Problem details: The entries that follow should come back exactly, with no pictures among them.

[Collected data]
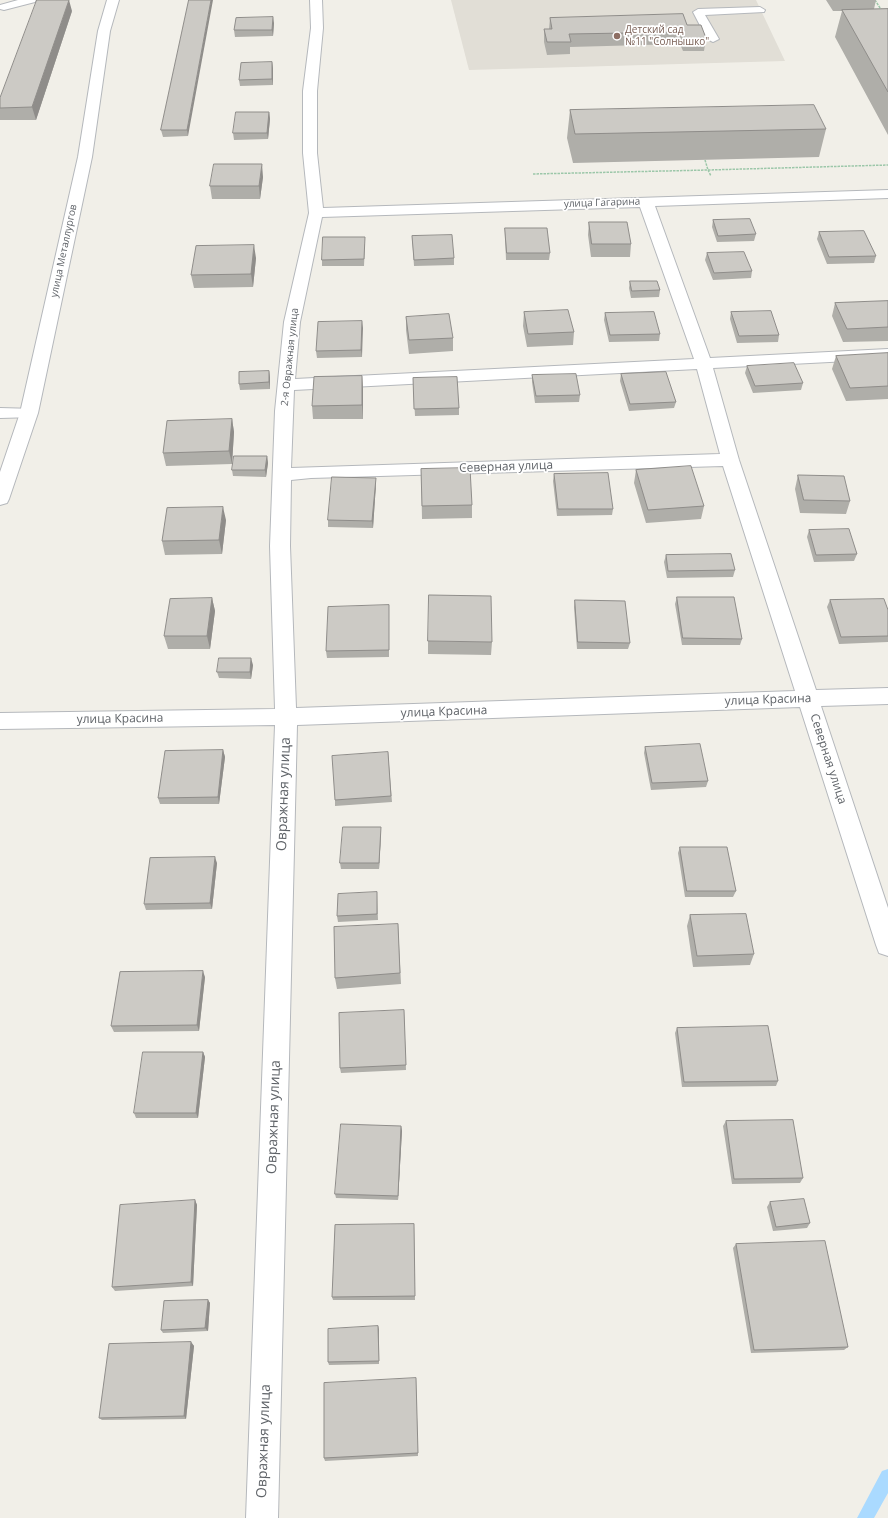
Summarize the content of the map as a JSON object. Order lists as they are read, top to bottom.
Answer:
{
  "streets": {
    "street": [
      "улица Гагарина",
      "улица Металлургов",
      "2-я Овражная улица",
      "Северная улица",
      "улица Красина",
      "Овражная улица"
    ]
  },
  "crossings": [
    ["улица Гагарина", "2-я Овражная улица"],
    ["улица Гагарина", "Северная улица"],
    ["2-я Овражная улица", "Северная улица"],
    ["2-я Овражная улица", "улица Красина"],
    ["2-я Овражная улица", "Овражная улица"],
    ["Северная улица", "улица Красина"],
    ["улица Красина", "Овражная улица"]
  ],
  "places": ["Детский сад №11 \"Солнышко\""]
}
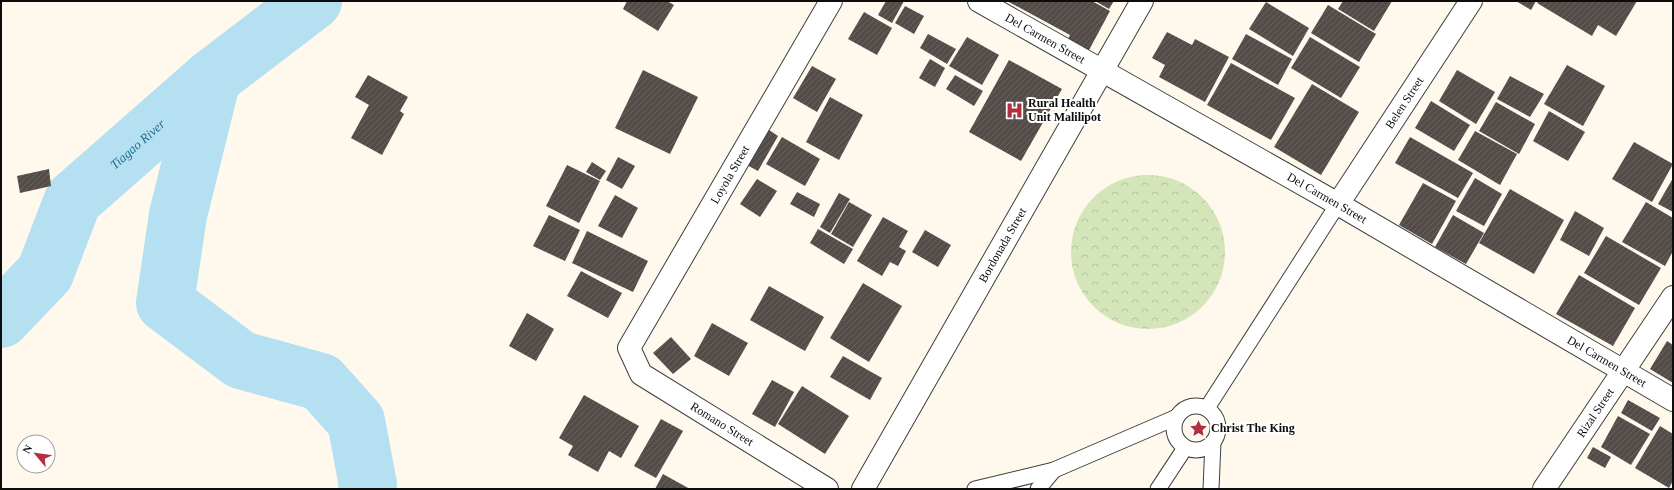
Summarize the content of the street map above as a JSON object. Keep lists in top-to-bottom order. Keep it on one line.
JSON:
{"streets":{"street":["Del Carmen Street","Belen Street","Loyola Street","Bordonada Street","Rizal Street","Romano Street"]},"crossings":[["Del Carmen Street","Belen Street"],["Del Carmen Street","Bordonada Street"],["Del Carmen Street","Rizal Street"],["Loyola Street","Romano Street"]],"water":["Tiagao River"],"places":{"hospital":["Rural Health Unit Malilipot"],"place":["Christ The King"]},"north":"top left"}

Answer area:
Summarize the content of the map as a JSON object. Order lists as they are read, top to bottom.
Answer:
{
  "streets": {
    "street": [
      "улица Гагарина",
      "улица Металлургов",
      "2-я Овражная улица",
      "Северная улица",
      "улица Красина",
      "Овражная улица"
    ]
  },
  "crossings": [
    ["улица Гагарина", "2-я Овражная улица"],
    ["улица Гагарина", "Северная улица"],
    ["2-я Овражная улица", "Северная улица"],
    ["2-я Овражная улица", "улица Красина"],
    ["2-я Овражная улица", "Овражная улица"],
    ["Северная улица", "улица Красина"],
    ["улица Красина", "Овражная улица"]
  ],
  "places": ["Детский сад №11 \"Солнышко\""]
}
Summarize the content of the street map above as a JSON object. Keep lists in top-to-bottom order. Keep it on one line.
JSON:
{"streets":{"street":["Del Carmen Street","Belen Street","Loyola Street","Bordonada Street","Rizal Street","Romano Street"]},"crossings":[["Del Carmen Street","Belen Street"],["Del Carmen Street","Bordonada Street"],["Del Carmen Street","Rizal Street"],["Loyola Street","Romano Street"]],"water":["Tiagao River"],"places":{"hospital":["Rural Health Unit Malilipot"],"place":["Christ The King"]},"north":"top left"}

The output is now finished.